The impact of conscious sedation on induced cardiac arrhythmia prior to catheter ablation

EP Europace Journal

23 May 2025
Organised by: Logo
ESC Journals

Abstract

Abstract

Does conscious sedation with ketamine and midazolam influence inducibility of supraventricular tachycardia prior to catheter ablation?

Background

Catheter ablation has become the standard treatment for many arrhythmias. Despite the possible patient discomfort, many centers perform an electrophysiologic study (EPS) for ablation of documented or suspected supraventricular tachycardia (SVT) without sedation, for the fear to hamper tachycardia inducibility and ablation success.

Study aim

To test the hypothesis that during an EPS, a regimen of sedation with ketamine and midazolam is non-inferior to an EPS without sedation with respect to inducibility of sustained SVT prior to catheter ablation.

Patients and methods

A total of 54 patients undergoing EPS for documented or suspected SVT were studied (24 female, age 54±years, hypertension, N=16, diabetes, N=3, coronary artery disease, N=3). Each patient was serving as his own control. A standard programmed stimulation protocol was performed without sedation and repeated, following conscious sedation with ketamine and midazolam. The protocol included, in a stepwise, more aggressive fashion, until a sustained SVT could be induced or refractoriness was reached: atrial pacing at fixed, increasing rates (S1), pacing at a drive cycle length of 500ms for 8 beats, then inducing an extra stimulus with a decreasing coupling interval until refractory period is reached (S2), inducing a second extra stimulus with a decreasing coupling interval (S3). If no arrhythmia could be induced by then, isoprenaline was administered. In some patients, SVT was mechanically induced (sinus rhythm). Data are presented as absolute numbers (%). A RMLE analysis was used to assess non-inferiority (arrhythmia inducible while being conscious and while been sedated). A Stuart-Maxwell test was used for comparison of paired ordinal data. Patient comfort was assessed for the conscious and the sedated state, using a scale from 1-7 (1: perfect; 7: horror).

Results

Arrhythmia was inducible in 51 (94.4%) patients without sedation and in 52 (96.3%) patients while being sedated. Accepting a - 8% non-inferiority margin, the non-inferiority assumption is met (mean difference 0.019 [95% CI -0.019 -0.056]). On average, a dose of 4.7±2.8 mg midazolam and 26.3±15.9 mg ketamine was administered.

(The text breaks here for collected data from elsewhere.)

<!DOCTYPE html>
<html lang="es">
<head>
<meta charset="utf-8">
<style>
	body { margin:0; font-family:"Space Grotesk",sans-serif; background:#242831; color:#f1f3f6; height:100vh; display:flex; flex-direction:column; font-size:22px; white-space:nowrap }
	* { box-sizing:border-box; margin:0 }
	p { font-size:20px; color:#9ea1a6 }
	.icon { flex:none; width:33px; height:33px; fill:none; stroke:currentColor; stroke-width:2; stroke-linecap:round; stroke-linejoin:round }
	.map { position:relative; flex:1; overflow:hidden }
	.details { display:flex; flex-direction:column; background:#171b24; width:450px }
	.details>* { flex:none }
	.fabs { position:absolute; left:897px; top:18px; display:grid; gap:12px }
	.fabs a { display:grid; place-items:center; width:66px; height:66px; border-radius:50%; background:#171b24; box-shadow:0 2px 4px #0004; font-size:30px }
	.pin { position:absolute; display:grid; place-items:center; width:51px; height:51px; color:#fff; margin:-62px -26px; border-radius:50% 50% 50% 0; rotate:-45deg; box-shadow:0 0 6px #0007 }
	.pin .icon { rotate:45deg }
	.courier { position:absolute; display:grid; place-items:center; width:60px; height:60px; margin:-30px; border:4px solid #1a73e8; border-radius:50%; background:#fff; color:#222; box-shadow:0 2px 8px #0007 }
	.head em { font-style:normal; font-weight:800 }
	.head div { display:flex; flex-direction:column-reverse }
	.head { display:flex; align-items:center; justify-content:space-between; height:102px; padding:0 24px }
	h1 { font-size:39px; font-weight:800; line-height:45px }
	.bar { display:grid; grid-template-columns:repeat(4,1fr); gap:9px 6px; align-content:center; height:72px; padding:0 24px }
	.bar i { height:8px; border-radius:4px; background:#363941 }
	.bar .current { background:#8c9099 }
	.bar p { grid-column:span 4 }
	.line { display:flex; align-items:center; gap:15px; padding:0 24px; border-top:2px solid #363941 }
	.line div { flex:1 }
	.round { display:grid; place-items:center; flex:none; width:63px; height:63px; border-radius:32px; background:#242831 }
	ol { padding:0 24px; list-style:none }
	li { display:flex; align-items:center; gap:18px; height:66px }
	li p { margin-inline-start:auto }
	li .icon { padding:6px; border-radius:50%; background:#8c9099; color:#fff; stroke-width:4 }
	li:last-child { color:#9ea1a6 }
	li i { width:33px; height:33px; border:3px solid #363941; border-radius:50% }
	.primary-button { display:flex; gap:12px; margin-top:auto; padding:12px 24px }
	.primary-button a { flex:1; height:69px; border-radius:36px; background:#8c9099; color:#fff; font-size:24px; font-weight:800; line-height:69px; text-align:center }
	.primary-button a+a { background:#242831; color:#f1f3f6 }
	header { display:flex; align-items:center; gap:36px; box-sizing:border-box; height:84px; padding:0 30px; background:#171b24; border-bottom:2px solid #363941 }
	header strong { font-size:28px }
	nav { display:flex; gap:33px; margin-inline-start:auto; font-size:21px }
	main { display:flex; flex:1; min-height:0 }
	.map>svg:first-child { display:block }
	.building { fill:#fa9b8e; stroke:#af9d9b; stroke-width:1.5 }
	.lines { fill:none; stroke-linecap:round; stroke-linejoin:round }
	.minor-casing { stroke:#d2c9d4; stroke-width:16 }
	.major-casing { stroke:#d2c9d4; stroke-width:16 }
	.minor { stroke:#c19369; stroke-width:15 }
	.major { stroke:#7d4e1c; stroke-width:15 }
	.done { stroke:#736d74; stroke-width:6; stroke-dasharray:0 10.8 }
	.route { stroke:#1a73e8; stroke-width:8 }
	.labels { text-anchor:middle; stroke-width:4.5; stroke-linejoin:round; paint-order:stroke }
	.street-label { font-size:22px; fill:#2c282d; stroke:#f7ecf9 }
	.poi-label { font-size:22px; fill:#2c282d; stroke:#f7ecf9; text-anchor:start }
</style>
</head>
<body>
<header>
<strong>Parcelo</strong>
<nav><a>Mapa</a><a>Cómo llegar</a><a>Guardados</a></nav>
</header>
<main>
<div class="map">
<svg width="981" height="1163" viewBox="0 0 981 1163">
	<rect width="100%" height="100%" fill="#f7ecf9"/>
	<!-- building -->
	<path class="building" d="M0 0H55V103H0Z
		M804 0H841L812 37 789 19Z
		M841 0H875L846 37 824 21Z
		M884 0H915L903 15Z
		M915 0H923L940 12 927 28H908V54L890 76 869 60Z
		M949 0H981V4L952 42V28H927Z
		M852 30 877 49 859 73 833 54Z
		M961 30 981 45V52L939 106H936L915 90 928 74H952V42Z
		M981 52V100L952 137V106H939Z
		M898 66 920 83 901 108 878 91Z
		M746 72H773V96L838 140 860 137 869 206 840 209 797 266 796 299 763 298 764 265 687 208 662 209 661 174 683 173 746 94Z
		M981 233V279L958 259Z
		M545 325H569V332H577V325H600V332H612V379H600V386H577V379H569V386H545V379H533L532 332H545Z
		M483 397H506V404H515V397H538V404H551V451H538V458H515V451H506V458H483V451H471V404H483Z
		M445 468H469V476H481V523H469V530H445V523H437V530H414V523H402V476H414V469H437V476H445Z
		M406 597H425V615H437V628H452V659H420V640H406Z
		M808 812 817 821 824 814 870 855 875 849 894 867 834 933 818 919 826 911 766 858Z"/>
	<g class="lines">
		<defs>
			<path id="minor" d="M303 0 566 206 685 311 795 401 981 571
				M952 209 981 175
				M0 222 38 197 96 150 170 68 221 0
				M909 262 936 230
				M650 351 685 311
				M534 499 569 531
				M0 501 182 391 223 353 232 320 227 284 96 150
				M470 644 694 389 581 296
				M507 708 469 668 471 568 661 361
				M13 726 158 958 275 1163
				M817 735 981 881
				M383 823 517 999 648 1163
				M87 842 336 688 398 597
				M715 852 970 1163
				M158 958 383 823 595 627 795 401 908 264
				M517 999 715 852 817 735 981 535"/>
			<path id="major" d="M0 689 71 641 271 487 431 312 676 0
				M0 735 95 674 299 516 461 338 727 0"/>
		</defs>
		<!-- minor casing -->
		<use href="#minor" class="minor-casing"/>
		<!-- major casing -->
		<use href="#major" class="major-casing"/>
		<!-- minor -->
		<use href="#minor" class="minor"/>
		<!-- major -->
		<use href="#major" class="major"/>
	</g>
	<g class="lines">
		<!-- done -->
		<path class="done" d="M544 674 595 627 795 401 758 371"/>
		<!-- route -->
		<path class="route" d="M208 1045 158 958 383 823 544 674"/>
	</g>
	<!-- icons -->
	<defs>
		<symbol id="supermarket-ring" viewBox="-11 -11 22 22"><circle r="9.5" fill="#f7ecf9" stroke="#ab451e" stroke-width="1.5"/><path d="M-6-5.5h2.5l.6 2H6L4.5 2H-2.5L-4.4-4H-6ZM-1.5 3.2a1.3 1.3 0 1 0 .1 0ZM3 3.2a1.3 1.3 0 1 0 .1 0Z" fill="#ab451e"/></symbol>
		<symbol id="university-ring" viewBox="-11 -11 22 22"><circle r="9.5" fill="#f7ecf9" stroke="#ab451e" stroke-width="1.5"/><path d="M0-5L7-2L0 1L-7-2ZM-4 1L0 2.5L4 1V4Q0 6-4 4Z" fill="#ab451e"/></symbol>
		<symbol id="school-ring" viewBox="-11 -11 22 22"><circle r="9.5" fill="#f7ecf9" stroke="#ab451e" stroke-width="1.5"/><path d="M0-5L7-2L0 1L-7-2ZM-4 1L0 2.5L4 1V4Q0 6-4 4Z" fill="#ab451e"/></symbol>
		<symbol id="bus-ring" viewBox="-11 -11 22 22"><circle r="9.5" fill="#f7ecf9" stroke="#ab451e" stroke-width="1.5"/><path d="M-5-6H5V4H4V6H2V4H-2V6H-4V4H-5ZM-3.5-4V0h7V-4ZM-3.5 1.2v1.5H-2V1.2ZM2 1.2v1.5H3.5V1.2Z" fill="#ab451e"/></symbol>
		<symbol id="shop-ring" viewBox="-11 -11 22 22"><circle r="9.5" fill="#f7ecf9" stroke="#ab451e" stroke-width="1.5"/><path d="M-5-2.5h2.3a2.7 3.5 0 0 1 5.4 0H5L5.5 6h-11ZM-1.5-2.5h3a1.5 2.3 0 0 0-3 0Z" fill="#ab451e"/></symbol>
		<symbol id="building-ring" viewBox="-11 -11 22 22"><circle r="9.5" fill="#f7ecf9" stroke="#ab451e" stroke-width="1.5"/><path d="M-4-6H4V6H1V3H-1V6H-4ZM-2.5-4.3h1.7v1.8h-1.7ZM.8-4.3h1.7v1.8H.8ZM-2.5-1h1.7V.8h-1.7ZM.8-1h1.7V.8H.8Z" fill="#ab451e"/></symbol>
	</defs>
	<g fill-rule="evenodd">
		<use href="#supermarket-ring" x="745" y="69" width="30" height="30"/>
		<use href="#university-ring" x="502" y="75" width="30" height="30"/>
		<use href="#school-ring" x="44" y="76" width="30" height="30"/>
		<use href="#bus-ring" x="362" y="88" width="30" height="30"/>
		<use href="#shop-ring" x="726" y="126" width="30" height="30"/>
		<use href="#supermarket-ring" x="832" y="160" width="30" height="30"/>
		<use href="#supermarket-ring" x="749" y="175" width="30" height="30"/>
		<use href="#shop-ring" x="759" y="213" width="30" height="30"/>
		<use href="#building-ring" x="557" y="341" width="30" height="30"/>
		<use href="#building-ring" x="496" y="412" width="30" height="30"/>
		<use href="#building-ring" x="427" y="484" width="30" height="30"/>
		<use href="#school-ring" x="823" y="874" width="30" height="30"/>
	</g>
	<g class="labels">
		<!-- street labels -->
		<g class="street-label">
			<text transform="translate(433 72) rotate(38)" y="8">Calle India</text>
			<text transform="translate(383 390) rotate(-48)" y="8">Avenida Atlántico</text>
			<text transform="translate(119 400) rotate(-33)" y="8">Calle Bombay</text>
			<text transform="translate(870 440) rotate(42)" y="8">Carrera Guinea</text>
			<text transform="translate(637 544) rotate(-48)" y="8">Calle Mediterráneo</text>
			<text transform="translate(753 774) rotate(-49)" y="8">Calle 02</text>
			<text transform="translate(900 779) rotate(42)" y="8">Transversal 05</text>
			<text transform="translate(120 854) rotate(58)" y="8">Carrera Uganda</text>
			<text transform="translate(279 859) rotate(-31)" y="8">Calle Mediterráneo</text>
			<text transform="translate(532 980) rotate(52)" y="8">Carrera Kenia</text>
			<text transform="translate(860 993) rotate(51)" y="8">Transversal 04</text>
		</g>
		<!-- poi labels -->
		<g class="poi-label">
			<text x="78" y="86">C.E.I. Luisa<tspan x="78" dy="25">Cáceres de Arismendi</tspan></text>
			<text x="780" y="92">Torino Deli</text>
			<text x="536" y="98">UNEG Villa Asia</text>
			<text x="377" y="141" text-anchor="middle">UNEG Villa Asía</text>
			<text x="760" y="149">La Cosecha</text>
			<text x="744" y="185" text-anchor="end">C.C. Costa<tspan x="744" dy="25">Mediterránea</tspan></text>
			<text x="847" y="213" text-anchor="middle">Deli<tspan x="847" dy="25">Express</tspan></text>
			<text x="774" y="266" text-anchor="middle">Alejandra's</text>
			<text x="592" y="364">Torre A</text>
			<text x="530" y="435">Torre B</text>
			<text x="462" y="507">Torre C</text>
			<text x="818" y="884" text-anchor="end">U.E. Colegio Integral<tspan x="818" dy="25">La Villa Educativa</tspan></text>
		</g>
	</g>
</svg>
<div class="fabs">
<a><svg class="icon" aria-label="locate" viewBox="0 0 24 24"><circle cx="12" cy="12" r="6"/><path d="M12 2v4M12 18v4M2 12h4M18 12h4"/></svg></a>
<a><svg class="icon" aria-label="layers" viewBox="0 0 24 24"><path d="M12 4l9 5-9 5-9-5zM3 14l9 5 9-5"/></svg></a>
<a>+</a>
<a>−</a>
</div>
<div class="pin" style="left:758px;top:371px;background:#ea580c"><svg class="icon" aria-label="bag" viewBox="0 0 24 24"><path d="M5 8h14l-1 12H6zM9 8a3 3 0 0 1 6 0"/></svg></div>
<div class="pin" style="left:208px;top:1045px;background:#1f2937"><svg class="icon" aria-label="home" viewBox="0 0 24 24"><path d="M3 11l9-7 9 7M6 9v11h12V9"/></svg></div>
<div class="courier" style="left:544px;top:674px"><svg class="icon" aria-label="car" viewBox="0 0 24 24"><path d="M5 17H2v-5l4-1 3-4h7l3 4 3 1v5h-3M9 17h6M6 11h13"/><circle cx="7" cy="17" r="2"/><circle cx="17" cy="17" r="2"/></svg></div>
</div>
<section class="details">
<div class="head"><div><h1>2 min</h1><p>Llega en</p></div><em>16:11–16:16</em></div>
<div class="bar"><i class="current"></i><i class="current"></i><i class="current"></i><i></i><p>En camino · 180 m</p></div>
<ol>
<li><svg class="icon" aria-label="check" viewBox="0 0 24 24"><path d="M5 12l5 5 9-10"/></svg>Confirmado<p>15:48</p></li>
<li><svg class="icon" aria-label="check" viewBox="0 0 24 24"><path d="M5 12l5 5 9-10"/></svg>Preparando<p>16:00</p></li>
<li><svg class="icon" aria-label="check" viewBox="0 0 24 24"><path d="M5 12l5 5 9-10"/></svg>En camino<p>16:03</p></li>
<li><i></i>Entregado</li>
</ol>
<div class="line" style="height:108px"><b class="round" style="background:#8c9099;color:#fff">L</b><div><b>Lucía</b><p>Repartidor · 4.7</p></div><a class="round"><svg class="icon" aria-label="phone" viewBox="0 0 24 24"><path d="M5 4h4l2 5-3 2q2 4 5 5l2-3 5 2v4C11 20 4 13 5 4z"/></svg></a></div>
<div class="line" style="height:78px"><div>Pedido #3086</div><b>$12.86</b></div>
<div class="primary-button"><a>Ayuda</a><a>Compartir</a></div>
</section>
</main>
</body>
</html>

Indication for ablation was AV nodal reentry reentry tachycardia (N=42, 78%), AV reentry (retrogradely conducting accessory pathway; N=3, 5.6%) and atrial tachycardia (N=8, 15%). No ablation: N=1 (1.9%); unsuccessful ablation (focal atrial tachycardia): N=3 (5.6%).

Conclusion

A sedation regimen with ketamine and midazolam during EPS was non-inferior to a conscious state with respect to inducibility of sustained SVT. If confirmed for a larger patient cohort, this protocol may improve patient comfort without hampering SVT inducibility.